MATERIAL FOR THIS TASK |
****************************************

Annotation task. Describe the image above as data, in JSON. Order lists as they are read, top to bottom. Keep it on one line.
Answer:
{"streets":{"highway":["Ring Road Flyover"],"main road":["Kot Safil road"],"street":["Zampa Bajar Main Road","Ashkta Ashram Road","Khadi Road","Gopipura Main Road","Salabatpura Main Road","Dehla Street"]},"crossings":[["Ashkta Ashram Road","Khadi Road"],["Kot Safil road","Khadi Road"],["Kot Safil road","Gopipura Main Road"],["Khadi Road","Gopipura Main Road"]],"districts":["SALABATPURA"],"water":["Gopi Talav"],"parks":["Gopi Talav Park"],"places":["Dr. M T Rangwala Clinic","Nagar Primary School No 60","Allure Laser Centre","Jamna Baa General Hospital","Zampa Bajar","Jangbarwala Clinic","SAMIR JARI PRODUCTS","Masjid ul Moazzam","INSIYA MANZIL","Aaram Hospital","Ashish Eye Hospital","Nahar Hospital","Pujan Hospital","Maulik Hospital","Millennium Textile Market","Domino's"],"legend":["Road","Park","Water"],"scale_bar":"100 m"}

****************************************

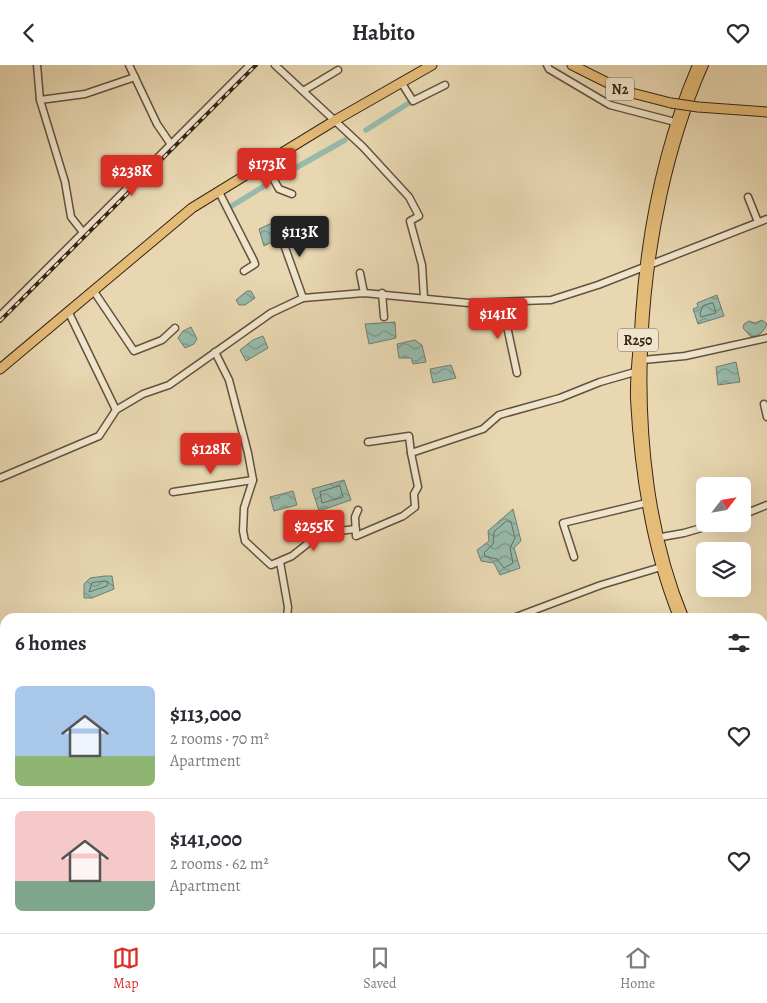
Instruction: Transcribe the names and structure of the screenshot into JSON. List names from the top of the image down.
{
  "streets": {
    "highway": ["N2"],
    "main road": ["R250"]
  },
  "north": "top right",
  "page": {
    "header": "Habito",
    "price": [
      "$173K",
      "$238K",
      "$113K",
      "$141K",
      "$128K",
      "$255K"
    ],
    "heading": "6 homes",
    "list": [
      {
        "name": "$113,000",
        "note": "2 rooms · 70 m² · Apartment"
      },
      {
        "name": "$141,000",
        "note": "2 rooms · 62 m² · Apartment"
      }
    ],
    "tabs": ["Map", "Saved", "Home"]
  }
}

****************************************

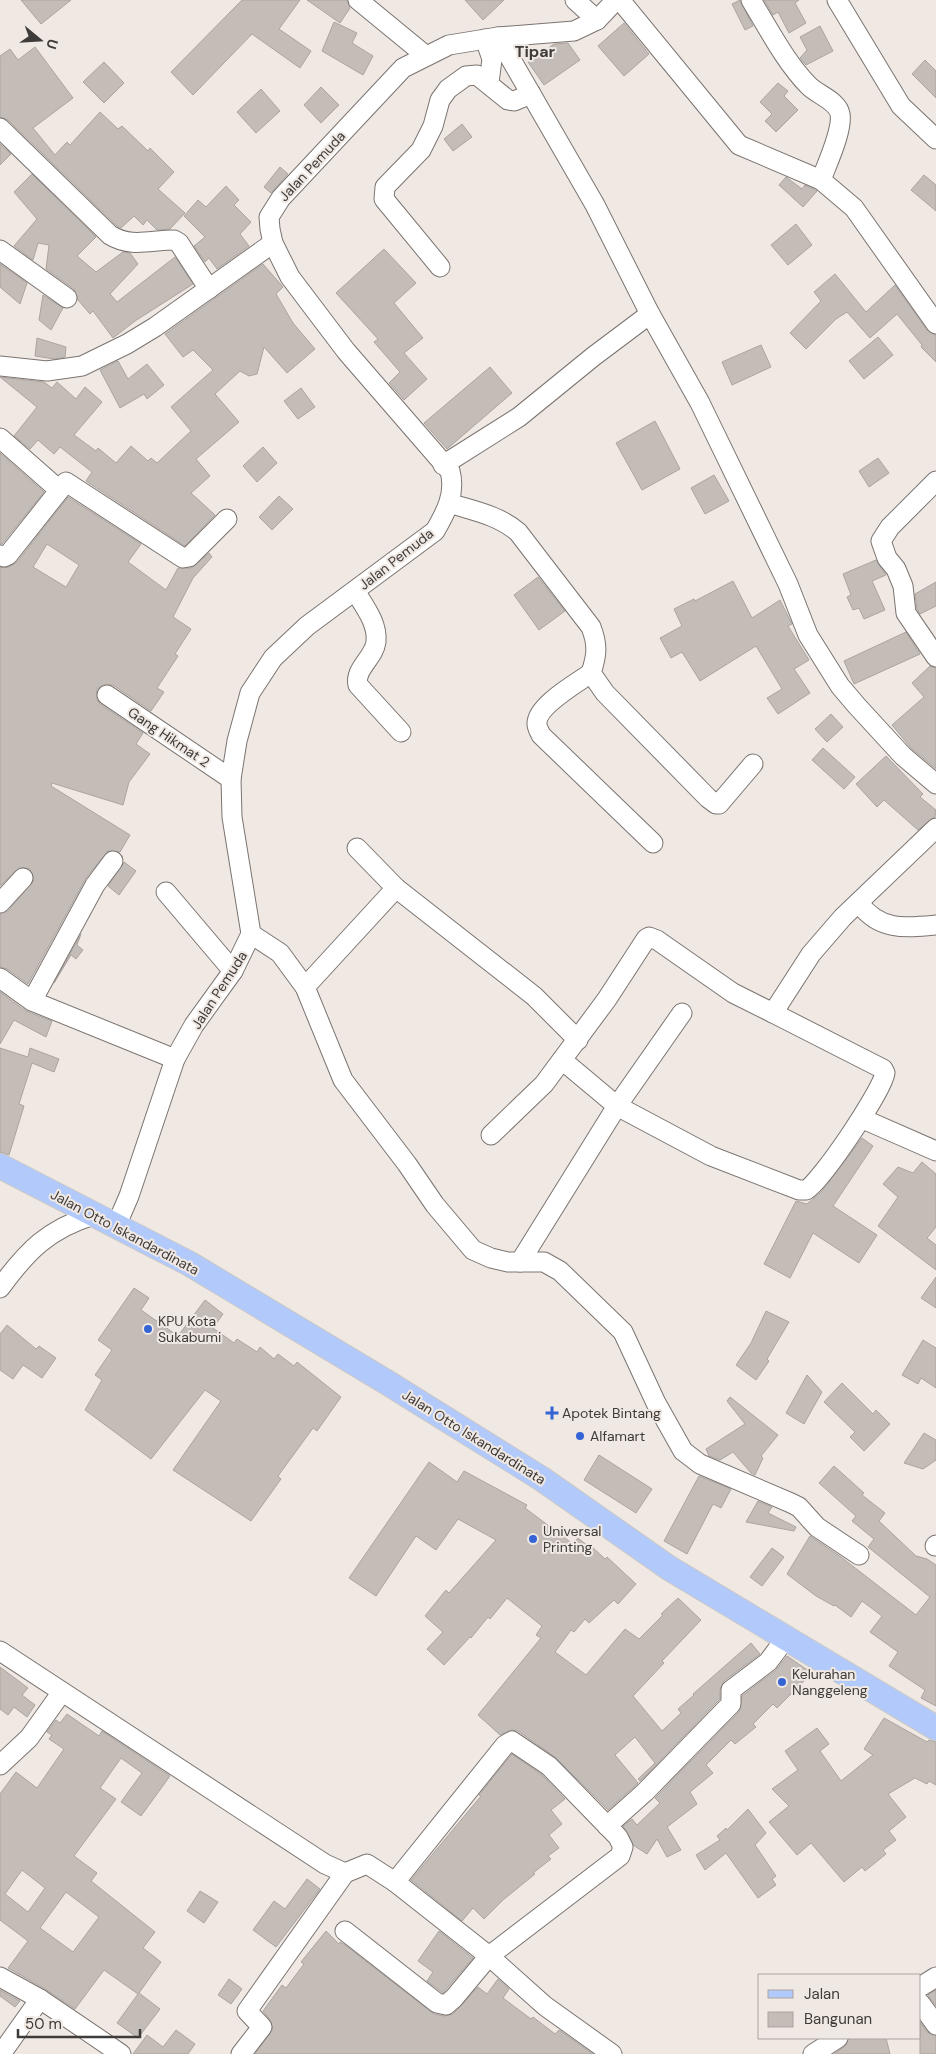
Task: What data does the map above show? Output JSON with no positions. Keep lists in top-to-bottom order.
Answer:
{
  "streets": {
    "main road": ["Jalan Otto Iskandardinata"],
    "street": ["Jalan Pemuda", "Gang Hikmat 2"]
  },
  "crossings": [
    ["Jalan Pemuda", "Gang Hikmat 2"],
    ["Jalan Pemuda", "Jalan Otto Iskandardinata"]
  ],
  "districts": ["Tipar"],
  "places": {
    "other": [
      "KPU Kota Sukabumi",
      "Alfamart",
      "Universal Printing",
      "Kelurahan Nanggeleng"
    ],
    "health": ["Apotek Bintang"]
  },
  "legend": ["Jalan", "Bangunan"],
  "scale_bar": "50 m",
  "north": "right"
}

****************************************

Return every line from the entries above that includes the word "lists".

SOLUTION BELOW |
Annotation task. Describe the image above as data, in JSON. Order lists as they are read, top to bottom. Keep it on one line.
Task: What data does the map above show? Output JSON with no positions. Keep lists in top-to-bottom order.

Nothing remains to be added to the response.